*DATA TO PROCESS*
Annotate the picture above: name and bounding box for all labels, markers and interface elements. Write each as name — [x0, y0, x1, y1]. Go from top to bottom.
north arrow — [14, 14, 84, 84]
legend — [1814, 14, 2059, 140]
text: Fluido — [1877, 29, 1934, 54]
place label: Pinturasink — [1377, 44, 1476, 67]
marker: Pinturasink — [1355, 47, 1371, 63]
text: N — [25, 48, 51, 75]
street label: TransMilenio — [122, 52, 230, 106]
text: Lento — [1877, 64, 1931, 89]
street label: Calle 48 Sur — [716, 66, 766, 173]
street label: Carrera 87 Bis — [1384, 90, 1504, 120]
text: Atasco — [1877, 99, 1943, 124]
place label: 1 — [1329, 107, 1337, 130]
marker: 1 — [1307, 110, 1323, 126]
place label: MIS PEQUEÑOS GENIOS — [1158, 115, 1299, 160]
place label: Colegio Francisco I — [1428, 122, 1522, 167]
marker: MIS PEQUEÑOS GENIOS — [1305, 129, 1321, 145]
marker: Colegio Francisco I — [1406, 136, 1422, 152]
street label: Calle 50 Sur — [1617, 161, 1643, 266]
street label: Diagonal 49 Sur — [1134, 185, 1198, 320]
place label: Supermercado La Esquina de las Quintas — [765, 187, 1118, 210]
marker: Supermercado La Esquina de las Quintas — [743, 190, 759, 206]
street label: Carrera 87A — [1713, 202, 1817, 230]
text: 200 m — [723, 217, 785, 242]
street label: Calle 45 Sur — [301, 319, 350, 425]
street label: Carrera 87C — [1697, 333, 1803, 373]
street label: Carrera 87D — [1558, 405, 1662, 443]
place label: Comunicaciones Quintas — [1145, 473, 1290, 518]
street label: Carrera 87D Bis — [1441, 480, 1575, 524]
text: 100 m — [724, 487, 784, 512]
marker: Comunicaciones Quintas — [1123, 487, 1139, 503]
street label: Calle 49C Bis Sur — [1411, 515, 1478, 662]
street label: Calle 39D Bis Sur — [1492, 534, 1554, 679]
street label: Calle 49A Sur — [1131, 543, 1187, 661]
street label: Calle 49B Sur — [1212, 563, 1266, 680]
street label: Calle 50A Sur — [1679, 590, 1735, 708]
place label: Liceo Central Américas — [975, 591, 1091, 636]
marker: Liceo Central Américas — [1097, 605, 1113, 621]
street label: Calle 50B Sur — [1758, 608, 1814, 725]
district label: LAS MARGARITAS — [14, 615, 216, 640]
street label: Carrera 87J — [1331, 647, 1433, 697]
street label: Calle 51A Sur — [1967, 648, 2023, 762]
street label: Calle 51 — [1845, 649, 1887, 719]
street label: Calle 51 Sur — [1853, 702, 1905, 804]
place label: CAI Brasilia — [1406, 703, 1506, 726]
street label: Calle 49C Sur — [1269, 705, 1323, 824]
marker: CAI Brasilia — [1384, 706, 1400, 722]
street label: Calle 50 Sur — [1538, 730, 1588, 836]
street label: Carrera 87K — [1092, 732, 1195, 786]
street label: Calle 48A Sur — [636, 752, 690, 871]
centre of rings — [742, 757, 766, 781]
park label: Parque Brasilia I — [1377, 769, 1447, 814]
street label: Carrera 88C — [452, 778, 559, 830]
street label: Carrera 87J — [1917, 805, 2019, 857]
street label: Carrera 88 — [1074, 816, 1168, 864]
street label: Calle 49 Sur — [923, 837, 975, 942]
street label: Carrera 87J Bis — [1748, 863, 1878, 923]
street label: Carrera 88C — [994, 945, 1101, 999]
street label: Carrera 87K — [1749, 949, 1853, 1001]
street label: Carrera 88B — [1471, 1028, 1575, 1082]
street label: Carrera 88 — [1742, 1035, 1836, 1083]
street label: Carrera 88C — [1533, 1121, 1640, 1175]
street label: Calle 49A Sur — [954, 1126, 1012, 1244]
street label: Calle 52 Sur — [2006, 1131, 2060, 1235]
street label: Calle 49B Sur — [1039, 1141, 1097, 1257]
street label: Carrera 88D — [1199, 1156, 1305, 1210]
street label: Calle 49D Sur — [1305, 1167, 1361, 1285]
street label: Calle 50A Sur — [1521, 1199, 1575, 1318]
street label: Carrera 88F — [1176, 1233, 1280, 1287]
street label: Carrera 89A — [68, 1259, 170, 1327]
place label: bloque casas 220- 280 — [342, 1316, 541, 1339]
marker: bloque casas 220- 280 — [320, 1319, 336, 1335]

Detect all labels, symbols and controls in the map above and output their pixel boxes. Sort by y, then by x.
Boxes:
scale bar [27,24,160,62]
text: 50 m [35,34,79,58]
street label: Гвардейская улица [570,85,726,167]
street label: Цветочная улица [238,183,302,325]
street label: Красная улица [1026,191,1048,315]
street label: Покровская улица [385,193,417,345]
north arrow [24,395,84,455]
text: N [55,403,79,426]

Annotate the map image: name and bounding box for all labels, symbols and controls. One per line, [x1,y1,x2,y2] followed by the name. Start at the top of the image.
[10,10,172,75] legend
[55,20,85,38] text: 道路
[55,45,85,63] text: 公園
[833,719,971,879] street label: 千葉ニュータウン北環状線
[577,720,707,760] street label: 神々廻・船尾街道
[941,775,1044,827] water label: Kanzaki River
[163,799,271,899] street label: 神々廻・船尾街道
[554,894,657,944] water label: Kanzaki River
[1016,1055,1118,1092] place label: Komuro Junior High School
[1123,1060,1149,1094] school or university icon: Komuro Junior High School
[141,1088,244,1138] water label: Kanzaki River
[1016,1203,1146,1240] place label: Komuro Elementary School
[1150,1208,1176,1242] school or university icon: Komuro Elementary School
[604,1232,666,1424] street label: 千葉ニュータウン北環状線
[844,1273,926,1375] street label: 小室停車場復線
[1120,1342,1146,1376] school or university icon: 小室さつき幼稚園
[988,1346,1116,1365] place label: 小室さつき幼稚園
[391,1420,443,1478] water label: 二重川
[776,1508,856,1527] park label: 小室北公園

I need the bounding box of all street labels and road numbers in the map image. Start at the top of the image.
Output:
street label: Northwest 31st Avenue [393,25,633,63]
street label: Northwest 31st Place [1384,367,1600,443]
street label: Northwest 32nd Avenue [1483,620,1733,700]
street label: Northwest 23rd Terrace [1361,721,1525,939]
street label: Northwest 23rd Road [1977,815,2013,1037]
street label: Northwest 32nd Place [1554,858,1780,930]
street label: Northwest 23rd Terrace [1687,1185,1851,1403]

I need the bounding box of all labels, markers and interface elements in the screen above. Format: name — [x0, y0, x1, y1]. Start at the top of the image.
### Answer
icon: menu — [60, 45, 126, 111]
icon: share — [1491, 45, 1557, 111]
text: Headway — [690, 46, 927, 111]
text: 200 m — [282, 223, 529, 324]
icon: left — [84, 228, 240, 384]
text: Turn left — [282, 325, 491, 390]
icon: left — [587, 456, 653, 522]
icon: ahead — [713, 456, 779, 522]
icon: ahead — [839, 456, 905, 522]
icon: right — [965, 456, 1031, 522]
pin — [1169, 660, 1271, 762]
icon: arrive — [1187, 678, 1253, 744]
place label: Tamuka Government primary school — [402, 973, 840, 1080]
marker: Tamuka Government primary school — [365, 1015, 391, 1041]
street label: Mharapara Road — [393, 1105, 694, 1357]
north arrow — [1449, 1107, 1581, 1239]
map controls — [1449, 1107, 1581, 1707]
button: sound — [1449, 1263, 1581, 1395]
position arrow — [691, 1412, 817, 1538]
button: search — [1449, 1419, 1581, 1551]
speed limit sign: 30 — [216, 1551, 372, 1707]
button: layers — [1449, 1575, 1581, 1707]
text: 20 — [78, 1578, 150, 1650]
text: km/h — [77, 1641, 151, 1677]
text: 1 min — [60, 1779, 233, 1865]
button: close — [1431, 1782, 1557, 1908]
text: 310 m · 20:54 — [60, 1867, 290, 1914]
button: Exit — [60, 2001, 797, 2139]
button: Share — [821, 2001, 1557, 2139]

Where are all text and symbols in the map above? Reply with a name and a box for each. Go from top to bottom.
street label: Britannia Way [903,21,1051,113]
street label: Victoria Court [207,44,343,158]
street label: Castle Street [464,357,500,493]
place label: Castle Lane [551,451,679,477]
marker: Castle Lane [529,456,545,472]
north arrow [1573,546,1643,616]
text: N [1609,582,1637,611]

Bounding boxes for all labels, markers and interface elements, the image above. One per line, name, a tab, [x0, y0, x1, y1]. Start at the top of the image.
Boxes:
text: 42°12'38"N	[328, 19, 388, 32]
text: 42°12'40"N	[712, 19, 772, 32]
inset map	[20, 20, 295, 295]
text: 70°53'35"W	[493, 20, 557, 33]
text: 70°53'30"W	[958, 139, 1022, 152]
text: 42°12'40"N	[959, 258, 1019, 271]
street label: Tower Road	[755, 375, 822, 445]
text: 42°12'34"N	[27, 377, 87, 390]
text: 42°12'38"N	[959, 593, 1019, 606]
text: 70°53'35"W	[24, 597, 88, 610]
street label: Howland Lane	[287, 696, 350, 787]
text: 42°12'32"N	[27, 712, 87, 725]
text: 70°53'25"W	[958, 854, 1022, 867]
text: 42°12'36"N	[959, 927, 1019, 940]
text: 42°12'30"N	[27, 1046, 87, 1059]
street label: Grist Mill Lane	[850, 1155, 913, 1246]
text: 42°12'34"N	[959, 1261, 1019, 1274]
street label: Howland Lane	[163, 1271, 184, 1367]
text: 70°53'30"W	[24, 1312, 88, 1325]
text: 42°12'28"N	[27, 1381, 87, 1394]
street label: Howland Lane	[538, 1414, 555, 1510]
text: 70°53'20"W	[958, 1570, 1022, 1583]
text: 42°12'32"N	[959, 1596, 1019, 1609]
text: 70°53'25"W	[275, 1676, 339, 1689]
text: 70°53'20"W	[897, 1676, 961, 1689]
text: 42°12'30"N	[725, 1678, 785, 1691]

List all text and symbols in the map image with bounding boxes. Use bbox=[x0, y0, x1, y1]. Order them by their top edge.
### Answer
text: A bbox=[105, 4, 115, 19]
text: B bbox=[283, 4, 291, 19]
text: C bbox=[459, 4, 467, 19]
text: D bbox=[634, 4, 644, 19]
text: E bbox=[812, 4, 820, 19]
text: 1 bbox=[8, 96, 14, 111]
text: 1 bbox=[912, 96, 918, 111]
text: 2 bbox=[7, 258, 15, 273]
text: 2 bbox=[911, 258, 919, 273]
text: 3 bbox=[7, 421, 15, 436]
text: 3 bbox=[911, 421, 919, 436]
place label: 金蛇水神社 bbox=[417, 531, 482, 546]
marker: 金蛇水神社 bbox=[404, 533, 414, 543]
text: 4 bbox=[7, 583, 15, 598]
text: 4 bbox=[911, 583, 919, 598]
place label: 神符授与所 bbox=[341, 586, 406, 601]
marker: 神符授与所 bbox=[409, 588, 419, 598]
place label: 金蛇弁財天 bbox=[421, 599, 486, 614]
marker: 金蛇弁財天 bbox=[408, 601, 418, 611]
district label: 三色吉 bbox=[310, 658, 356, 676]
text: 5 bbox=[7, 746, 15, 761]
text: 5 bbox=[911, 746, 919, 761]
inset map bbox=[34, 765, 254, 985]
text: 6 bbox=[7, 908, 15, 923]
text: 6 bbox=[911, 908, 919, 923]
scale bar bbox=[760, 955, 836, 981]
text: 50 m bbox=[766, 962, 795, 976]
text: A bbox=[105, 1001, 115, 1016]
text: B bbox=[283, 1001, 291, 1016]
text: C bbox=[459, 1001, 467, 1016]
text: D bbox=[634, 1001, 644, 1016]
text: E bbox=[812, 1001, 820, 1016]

*BRIEF*
Look above for the line that contains "Where are all". Starting there, transcribe every line exactly until you have copied the line that contains "Bounding boxes for".

*YOUR SOLUTION*
Where are all text and symbols in the map above? Reply with a name and a box for each. Go from top to bottom.
street label: Britannia Way [903,21,1051,113]
street label: Victoria Court [207,44,343,158]
street label: Castle Street [464,357,500,493]
place label: Castle Lane [551,451,679,477]
marker: Castle Lane [529,456,545,472]
north arrow [1573,546,1643,616]
text: N [1609,582,1637,611]

Bounding boxes for all labels, markers and interface elements, the image above. One per line, name, a tab, [x0, y0, x1, y1]. Start at the top of the image.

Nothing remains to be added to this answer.